## [Task goal]
Nothing is needed except the lines below that run from the one with "display:flex; justify-content:space-between; align-items:center;" through the one with "fill:#5b6e66; stroke:#a2b0af; fill-rule:evenodd", repeated exactly.

(Stored data entries)
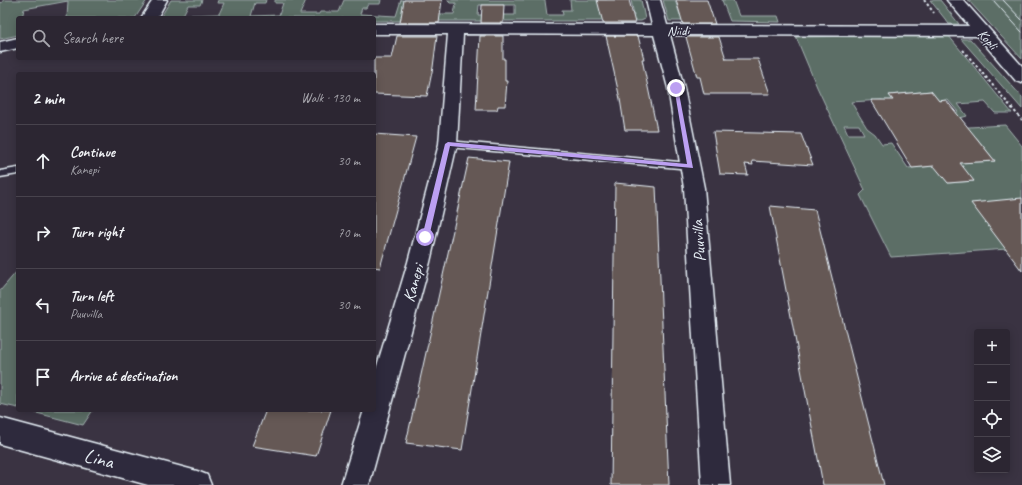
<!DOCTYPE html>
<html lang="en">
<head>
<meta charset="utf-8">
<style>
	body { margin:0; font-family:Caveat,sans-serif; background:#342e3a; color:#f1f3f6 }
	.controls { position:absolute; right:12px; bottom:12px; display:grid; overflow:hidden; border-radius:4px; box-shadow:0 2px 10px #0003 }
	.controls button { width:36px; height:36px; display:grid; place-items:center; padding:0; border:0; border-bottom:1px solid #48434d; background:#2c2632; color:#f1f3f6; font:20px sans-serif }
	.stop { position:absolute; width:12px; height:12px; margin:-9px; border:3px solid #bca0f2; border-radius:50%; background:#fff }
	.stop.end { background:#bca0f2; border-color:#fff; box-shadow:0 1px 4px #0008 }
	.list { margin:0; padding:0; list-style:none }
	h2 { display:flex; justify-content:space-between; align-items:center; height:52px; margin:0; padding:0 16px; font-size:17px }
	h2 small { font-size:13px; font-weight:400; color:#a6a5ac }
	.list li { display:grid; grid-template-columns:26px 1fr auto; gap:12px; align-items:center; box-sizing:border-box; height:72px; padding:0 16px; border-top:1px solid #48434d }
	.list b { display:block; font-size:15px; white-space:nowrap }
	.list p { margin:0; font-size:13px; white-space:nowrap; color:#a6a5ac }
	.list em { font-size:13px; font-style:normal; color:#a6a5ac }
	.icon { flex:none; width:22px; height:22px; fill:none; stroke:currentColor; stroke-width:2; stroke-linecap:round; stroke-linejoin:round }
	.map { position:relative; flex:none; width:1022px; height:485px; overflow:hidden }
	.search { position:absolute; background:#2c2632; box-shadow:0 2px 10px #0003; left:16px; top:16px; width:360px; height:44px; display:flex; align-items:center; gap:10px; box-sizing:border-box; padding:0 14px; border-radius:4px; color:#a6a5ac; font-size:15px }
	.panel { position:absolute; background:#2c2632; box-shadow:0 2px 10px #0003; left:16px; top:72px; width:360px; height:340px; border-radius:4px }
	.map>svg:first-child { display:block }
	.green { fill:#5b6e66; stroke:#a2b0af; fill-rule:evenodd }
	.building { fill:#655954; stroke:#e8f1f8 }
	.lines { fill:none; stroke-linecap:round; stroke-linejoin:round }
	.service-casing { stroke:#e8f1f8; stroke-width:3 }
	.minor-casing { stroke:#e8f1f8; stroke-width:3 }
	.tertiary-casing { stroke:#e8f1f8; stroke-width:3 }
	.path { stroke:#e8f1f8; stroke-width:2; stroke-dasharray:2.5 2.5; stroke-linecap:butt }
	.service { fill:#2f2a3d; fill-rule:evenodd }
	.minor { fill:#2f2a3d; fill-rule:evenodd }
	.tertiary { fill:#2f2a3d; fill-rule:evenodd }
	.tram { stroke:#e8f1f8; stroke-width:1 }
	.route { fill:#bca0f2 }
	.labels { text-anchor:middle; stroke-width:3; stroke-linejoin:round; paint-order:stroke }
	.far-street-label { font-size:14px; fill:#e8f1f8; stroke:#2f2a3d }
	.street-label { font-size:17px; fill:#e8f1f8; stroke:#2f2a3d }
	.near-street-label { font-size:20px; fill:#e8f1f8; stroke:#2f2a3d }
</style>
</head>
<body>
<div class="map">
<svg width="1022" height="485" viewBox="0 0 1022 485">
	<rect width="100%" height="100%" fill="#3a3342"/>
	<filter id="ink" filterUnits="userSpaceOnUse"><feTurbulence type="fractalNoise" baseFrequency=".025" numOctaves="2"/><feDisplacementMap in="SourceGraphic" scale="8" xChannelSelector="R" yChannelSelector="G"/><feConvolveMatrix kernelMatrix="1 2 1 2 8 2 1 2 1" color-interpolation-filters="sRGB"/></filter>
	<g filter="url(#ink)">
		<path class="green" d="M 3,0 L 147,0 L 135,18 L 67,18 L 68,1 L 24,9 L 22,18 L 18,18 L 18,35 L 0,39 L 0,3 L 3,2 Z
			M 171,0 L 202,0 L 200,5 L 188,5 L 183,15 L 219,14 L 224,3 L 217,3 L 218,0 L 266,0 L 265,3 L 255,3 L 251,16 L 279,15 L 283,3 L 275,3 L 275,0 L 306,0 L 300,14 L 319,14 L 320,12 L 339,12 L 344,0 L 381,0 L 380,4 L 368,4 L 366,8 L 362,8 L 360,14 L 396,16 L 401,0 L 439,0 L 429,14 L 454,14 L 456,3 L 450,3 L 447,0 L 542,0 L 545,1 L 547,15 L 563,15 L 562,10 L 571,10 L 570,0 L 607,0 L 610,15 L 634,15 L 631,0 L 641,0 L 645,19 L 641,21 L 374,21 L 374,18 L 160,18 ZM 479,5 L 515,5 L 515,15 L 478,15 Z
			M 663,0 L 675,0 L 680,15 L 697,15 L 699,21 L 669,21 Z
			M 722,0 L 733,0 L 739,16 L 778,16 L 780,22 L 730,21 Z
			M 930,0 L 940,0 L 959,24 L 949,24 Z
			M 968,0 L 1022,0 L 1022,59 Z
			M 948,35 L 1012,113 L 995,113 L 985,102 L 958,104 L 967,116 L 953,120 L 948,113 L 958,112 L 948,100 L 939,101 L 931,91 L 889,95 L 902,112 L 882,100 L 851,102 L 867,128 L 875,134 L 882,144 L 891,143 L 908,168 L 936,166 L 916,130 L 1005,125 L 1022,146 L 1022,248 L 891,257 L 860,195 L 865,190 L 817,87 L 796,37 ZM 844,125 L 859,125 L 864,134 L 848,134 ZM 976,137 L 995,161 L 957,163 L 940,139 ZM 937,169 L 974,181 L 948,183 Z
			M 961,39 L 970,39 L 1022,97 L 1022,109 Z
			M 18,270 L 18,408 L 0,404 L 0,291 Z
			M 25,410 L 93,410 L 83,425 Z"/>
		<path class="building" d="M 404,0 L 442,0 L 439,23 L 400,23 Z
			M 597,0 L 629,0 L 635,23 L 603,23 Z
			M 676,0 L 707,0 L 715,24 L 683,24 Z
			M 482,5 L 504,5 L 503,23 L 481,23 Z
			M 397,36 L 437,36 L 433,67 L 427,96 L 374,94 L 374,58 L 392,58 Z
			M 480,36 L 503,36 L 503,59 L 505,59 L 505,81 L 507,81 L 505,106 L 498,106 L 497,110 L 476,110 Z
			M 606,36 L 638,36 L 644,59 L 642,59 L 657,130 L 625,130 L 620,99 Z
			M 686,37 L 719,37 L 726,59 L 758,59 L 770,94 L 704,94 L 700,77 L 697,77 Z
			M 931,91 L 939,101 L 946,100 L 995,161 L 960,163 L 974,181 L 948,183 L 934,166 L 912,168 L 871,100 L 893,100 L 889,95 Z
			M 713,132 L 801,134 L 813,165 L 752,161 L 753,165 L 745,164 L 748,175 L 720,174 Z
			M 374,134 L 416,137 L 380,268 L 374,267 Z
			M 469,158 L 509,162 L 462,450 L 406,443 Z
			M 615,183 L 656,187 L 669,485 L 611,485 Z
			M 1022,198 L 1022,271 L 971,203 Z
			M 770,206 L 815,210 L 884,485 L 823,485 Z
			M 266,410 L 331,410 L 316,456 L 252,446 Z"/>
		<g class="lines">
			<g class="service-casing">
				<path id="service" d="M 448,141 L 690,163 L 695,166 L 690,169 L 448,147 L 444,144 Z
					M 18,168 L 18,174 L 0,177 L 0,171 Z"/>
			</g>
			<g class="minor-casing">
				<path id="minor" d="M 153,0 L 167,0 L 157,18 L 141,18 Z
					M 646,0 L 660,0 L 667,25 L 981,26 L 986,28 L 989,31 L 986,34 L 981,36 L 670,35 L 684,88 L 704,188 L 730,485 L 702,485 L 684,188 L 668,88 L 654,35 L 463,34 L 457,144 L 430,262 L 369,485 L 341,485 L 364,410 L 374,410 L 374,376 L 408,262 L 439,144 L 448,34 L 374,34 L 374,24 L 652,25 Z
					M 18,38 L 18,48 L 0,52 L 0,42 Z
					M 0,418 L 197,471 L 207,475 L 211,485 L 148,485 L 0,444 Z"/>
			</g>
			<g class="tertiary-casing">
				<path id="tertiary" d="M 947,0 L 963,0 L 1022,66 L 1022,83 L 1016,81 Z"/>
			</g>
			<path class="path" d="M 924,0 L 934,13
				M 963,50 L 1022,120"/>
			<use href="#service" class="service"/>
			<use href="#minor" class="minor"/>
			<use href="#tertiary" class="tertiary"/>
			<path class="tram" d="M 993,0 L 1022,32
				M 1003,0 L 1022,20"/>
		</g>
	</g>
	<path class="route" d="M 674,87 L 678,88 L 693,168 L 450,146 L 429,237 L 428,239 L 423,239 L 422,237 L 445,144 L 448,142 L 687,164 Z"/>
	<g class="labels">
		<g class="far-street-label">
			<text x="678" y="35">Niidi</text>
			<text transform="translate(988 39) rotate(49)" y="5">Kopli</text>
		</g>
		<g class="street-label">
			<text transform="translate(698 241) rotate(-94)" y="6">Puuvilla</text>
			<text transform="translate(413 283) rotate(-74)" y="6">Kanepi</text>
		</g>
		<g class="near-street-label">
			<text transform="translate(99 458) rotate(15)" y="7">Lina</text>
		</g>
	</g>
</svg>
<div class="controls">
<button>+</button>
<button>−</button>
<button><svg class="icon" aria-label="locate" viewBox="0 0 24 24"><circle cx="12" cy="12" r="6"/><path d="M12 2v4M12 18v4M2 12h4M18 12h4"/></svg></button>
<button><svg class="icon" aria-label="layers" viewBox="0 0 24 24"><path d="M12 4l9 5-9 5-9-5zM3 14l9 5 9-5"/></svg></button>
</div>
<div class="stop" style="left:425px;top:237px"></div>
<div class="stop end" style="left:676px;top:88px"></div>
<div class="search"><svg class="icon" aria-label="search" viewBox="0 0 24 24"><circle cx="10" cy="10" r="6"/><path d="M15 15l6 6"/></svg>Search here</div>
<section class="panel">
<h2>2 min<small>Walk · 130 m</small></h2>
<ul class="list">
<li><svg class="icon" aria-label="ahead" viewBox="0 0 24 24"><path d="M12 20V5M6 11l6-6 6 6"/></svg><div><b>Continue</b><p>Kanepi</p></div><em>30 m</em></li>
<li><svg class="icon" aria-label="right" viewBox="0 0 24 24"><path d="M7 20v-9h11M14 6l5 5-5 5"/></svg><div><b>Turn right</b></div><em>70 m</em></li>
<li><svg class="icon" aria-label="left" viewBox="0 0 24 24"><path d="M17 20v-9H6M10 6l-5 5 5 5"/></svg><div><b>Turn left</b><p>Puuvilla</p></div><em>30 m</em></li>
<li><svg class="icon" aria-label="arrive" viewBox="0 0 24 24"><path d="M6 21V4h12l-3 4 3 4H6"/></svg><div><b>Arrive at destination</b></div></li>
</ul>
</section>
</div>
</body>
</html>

## [Answer to the exercise]
	h2 { display:flex; justify-content:space-between; align-items:center; height:52px; margin:0; padding:0 16px; font-size:17px }
	h2 small { font-size:13px; font-weight:400; color:#a6a5ac }
	.list li { display:grid; grid-template-columns:26px 1fr auto; gap:12px; align-items:center; box-sizing:border-box; height:72px; padding:0 16px; border-top:1px solid #48434d }
	.list b { display:block; font-size:15px; white-space:nowrap }
	.list p { margin:0; font-size:13px; white-space:nowrap; color:#a6a5ac }
	.list em { font-size:13px; font-style:normal; color:#a6a5ac }
	.icon { flex:none; width:22px; height:22px; fill:none; stroke:currentColor; stroke-width:2; stroke-linecap:round; stroke-linejoin:round }
	.map { position:relative; flex:none; width:1022px; height:485px; overflow:hidden }
	.search { position:absolute; background:#2c2632; box-shadow:0 2px 10px #0003; left:16px; top:16px; width:360px; height:44px; display:flex; align-items:center; gap:10px; box-sizing:border-box; padding:0 14px; border-radius:4px; color:#a6a5ac; font-size:15px }
	.panel { position:absolute; background:#2c2632; box-shadow:0 2px 10px #0003; left:16px; top:72px; width:360px; height:340px; border-radius:4px }
	.map>svg:first-child { display:block }
	.green { fill:#5b6e66; stroke:#a2b0af; fill-rule:evenodd }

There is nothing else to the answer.